- _Activity_: All lines holding the word "sans" should be located in the records and copied.

* * *

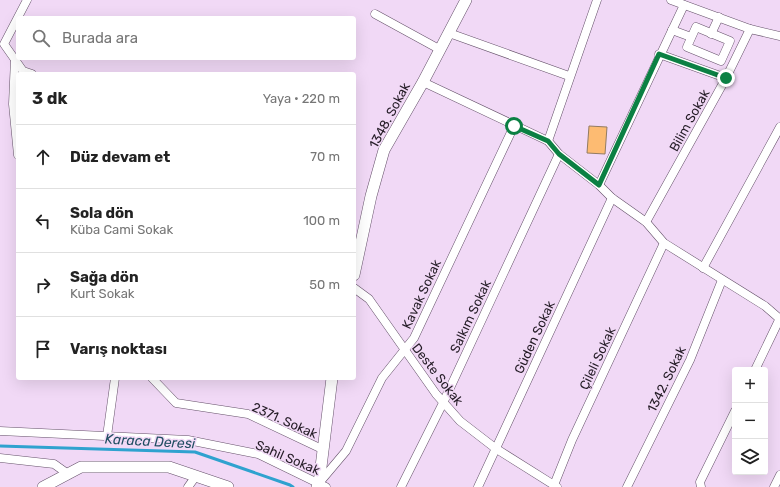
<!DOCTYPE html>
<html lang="tr">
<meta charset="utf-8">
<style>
:root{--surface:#fff;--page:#f2f2f2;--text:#222;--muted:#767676;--line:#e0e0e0}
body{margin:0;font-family:Rubik,sans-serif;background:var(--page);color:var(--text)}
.controls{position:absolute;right:12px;bottom:12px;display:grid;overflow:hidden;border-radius:4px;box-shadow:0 4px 16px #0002}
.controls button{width:36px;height:36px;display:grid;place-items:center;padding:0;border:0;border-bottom:1px solid var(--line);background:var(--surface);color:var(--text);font:20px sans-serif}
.stop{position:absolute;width:12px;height:12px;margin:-9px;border:3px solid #0b8043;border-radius:50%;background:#fff}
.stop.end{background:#0b8043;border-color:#fff;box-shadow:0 1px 4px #0008}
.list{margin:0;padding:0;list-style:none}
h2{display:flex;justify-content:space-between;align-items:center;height:52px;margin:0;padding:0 16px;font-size:17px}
h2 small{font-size:13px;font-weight:400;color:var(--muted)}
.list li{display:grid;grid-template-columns:26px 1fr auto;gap:12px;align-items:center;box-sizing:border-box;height:64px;padding:0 16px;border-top:1px solid var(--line)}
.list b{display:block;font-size:15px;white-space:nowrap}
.list p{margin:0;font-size:13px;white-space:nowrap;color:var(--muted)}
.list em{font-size:13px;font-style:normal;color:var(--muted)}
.icon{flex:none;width:22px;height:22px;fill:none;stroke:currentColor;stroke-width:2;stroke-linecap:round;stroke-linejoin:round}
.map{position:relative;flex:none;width:780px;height:487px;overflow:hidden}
.search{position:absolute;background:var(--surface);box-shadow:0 4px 16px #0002;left:16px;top:16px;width:340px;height:44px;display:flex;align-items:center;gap:10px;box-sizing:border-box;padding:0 14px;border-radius:4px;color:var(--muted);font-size:15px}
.panel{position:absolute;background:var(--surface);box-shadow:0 4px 16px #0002;left:16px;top:72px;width:340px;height:308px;border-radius:4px}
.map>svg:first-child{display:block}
</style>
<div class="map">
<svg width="780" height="487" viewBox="0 0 780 487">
<rect width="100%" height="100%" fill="#f1d9f6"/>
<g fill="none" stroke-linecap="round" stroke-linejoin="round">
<path stroke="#2fa2cf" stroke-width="3" d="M0,446L195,452L290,485L293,487"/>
</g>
<path fill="#fdbb72" stroke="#937b61" d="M589,126L607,127L605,154L587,153Z"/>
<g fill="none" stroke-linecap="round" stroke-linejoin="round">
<defs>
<g id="street">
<path d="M27,0L4,44L23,71L32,74"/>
<path d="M671,0L750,29L780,36"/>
<path d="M375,14L439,49"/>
<path d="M696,27L730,41L721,61L687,47Z"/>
<path d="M672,30L691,37"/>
<path d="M449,33L569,76"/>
<path d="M711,34L719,17"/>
<path d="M659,54L726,78"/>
<path d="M15,59L13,104L18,155"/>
<path d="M423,82L548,141L559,154L599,185L612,198L646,222L664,243L765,306L780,319"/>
<path d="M548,141L597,0"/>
<path d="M599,185L684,5"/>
<path d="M646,222L726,78L750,29"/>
<path d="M703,268L780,127"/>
<path d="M354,288L369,299L436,394L460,421L495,448L557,487"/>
<path d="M755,370L780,318"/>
<path d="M152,378L176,403L248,414L324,450"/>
<path d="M0,431L188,440L258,454L326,487"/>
<path d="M107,436L115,378"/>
<path d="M0,458L54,464L68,474"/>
<path d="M319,483L346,451L382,378L414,338L514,126"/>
<path d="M554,485L572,440L664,243"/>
<path d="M188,487L196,476"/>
<path d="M401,487L443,403L559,154"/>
<path d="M478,487L612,198"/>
<path d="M627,487L690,360L722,280"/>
<path d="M701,487L700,482L735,411"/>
<path d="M774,487L780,475"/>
</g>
<g id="secondary">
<path d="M354,275L371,196L384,150L423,82L466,0"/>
<path d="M43,487L81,467H169L228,487"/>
<path d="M317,487L319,483L332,378"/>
</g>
</defs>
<use href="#street" stroke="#65516a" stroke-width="9"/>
<use href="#secondary" stroke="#65516a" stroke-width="12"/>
<use href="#street" stroke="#fff" stroke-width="8"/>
<use href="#secondary" stroke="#fff" stroke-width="11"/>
</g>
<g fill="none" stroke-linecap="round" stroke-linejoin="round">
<path stroke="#0b8043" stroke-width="5" d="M514,126L548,141L559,154L599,185L659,54L726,78"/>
</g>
<g text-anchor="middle" stroke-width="3" stroke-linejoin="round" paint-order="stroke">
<g font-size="13" fill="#241c26" stroke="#f1d9f6">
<text transform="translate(389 115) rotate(-62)" y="5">1348. Sokak</text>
<text transform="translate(689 120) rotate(-61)" y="5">Bilim Sokak</text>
<text transform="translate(421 294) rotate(-65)" y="5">Kavak Sokak</text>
<text transform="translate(470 316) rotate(-65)" y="5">Salkım Sokak</text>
<text transform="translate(534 337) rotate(-65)" y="5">Güden Sokak</text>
<text transform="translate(597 358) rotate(-65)" y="5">Çileli Sokak</text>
<text transform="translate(438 374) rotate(52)" y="5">Deste Sokak</text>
<text transform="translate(666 379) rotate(-64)" y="5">1342. Sokak</text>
<text transform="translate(285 420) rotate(24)" y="5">2371. Sokak</text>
<text transform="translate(288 457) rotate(23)" y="5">Sahil Sokak</text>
</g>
<g font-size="14" font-style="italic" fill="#214e62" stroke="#f1d9f6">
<text transform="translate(150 441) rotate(3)" y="5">Karaca Deresi</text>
</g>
</g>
</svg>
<div class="controls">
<button>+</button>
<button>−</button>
<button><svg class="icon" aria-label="layers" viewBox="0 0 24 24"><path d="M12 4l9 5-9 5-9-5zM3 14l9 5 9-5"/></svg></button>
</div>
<div class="stop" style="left:514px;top:126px"></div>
<div class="stop end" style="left:726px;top:78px"></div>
<div class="search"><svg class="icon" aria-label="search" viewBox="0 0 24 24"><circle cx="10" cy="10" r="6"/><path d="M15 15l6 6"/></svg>Burada ara</div>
<section class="panel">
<h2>3 dk<small>Yaya · 220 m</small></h2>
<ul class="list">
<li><svg class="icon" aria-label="ahead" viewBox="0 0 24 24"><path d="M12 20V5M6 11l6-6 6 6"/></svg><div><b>Düz devam et</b></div><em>70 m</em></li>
<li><svg class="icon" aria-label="left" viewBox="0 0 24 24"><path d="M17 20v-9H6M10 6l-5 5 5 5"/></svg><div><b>Sola dön</b><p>Küba Cami Sokak</p></div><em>100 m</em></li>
<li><svg class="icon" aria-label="right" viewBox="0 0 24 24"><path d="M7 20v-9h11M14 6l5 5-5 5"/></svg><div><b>Sağa dön</b><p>Kurt Sokak</p></div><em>50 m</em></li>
<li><svg class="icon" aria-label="arrive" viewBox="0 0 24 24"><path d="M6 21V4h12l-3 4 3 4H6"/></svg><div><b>Varış noktası</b></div></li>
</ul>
</section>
</div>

* * *

- _Exercise result_:
body{margin:0;font-family:Rubik,sans-serif;background:var(--page);color:var(--text)}
.controls button{width:36px;height:36px;display:grid;place-items:center;padding:0;border:0;border-bottom:1px solid var(--line);background:var(--surface);color:var(--text);font:20px sans-serif}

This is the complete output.